[Start of Attachment]

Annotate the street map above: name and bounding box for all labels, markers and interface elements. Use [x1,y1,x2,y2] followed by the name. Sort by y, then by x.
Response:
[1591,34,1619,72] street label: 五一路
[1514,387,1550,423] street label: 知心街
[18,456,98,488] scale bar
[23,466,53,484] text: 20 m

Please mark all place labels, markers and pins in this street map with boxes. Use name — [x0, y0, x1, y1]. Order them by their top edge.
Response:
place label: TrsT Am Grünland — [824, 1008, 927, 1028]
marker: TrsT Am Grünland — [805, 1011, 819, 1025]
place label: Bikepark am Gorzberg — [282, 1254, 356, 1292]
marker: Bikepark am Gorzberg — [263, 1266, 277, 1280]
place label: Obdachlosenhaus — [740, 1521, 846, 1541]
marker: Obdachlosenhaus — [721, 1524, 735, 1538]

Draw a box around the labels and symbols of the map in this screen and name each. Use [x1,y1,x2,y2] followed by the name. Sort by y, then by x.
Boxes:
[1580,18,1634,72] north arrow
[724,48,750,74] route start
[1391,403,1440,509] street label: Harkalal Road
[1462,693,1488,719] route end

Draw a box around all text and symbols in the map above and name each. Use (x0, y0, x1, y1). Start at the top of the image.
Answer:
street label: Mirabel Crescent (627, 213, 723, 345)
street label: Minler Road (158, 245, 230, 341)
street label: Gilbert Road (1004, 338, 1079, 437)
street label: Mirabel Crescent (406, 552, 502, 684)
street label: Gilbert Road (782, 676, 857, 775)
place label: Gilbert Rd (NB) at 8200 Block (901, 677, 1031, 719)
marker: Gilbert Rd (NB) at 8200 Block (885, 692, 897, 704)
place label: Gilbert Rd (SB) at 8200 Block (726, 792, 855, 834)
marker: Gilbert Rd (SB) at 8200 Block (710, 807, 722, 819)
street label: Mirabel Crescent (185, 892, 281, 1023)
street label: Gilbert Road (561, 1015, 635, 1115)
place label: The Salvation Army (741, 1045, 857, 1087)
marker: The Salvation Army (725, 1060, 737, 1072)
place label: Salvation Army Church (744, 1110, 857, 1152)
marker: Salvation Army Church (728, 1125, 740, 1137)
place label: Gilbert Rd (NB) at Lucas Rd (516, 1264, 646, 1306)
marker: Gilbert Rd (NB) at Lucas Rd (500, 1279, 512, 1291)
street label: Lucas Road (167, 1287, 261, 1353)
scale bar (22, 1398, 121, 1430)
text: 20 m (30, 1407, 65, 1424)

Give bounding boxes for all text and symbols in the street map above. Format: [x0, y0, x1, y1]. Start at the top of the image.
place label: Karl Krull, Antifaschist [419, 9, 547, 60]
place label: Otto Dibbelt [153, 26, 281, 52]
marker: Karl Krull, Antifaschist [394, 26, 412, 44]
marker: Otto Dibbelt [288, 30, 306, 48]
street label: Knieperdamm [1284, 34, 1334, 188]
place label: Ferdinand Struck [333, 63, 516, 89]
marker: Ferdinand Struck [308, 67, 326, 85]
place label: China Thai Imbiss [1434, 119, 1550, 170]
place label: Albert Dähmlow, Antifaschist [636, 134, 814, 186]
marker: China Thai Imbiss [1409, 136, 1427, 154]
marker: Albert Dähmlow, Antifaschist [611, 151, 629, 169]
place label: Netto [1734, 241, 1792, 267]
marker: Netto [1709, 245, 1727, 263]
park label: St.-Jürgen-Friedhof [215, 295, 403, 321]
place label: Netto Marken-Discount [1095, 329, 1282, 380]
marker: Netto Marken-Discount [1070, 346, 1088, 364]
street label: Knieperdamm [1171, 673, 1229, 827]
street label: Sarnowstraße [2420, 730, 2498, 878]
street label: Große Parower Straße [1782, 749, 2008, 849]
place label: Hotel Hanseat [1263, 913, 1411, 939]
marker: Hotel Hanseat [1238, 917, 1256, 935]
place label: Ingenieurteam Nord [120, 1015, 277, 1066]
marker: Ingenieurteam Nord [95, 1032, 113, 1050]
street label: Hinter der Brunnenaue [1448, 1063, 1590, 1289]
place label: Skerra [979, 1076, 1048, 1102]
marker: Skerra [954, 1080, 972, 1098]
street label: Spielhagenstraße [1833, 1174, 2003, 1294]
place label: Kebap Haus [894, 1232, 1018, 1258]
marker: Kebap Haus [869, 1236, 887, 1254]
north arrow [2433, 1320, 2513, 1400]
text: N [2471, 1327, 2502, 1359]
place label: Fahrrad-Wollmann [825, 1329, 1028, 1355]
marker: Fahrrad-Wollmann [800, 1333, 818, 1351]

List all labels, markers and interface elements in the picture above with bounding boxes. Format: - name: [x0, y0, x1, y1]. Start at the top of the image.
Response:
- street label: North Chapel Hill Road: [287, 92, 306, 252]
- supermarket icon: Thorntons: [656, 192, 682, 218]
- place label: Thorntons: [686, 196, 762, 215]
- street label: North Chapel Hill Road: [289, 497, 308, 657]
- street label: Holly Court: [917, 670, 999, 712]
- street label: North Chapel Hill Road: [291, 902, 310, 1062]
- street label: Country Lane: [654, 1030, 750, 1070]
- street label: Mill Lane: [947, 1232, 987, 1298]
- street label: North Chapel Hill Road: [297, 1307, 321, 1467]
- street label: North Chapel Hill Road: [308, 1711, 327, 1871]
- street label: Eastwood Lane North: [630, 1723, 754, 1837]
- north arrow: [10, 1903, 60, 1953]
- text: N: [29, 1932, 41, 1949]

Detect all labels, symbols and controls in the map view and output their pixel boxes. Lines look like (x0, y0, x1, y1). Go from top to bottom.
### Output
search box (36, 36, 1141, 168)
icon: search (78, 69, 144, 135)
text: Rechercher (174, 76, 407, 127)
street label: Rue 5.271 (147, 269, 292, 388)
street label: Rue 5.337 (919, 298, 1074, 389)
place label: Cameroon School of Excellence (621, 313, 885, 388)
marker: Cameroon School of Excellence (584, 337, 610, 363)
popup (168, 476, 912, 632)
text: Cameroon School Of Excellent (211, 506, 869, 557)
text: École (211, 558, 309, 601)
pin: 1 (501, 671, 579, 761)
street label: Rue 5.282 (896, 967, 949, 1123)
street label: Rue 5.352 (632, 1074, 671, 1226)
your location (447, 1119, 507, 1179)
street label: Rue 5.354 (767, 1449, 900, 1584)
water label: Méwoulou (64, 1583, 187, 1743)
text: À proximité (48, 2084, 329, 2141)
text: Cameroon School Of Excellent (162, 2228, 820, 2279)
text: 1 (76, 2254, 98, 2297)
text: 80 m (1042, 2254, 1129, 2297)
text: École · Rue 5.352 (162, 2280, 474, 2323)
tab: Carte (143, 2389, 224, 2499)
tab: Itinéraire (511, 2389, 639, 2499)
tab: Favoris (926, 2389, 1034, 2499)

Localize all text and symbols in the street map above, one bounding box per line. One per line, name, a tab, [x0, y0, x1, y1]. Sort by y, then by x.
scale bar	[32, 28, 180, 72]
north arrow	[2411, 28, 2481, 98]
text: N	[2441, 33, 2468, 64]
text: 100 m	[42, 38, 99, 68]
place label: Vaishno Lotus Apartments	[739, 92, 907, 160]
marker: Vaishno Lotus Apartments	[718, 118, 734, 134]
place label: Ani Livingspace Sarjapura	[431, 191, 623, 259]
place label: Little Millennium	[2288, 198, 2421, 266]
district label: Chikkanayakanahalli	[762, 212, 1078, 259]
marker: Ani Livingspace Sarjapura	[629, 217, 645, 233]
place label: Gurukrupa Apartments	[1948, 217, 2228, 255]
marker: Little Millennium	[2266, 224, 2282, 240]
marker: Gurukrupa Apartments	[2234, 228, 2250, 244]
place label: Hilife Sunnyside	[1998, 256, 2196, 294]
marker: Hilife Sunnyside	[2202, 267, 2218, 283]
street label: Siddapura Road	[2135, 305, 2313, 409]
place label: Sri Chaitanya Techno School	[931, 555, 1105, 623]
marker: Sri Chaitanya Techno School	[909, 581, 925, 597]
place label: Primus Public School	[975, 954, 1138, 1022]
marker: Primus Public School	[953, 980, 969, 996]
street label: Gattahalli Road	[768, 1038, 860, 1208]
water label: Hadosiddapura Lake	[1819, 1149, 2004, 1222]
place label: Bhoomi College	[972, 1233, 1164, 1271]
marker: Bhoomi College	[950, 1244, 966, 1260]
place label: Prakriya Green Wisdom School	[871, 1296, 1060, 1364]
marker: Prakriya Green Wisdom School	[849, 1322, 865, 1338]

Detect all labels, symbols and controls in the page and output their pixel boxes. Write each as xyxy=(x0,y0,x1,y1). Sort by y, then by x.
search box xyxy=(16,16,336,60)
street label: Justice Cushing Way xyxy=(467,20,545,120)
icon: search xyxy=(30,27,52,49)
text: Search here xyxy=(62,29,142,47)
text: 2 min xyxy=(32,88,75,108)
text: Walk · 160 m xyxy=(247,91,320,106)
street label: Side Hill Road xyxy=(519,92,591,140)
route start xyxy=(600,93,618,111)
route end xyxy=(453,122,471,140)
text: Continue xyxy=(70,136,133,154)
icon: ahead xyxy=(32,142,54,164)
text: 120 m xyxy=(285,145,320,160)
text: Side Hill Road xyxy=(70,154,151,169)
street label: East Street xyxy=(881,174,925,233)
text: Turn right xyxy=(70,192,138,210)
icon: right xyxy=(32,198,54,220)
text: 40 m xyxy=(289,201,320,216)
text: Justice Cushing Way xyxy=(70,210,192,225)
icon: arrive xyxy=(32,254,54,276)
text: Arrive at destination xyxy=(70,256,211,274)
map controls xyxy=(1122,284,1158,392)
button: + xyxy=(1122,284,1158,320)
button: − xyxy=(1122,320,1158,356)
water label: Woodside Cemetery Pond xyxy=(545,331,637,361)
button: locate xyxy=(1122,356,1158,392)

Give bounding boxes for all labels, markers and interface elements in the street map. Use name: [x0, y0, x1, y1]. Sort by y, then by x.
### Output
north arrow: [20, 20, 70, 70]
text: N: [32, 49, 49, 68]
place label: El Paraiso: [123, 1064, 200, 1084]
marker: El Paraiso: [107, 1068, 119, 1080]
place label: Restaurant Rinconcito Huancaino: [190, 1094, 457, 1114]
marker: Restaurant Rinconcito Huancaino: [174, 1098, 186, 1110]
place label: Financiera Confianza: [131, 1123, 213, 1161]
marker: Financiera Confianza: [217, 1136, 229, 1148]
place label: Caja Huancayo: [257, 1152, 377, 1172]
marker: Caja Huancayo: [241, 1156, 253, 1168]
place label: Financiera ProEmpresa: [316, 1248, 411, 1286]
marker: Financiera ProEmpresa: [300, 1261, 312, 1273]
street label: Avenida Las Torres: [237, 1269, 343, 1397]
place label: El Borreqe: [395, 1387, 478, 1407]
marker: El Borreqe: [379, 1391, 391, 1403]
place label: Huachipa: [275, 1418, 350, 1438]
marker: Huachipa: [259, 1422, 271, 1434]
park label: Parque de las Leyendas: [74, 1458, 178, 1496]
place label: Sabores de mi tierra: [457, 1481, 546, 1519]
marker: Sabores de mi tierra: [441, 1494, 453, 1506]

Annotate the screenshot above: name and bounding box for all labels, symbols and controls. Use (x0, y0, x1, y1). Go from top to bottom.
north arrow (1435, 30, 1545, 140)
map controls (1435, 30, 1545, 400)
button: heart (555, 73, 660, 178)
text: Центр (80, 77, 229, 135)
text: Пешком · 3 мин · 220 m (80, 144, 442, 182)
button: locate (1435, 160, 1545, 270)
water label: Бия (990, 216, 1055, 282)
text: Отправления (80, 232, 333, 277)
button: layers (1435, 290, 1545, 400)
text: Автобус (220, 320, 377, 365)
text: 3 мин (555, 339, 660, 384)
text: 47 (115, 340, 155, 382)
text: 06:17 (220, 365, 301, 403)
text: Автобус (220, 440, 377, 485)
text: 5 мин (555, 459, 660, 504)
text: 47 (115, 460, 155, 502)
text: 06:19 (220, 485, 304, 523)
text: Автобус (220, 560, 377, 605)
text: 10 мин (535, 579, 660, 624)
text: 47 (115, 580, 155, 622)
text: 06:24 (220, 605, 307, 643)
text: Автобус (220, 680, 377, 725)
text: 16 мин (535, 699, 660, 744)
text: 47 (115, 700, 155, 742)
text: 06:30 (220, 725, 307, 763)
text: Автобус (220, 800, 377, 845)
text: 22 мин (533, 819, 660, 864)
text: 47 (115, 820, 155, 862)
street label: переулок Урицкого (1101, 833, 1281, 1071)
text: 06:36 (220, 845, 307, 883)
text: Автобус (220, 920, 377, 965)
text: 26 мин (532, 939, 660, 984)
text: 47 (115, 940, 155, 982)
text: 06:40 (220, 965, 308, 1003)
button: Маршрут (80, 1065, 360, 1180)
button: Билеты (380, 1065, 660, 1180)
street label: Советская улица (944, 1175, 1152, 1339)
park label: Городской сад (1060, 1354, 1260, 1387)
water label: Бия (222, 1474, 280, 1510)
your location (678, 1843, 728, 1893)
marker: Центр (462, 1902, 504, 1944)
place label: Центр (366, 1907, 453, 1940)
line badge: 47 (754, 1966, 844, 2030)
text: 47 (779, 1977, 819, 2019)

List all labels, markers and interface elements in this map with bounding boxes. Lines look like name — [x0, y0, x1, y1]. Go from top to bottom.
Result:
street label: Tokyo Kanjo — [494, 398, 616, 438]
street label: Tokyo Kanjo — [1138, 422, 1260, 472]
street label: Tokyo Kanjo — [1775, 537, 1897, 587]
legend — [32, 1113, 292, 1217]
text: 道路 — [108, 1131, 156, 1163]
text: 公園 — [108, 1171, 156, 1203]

[End of Attachment]

* [What the task requires] Return a copy of each line in the records above that has "Lines" in it.

* [Result below]
Detect all labels, symbols and controls in the map view and output their pixel boxes. Lines look like (x0, y0, x1, y1). Go from top to bottom.
List all labels, markers and interface elements in this map with bounding boxes. Lines look like name — [x0, y0, x1, y1]. Go from top to bottom.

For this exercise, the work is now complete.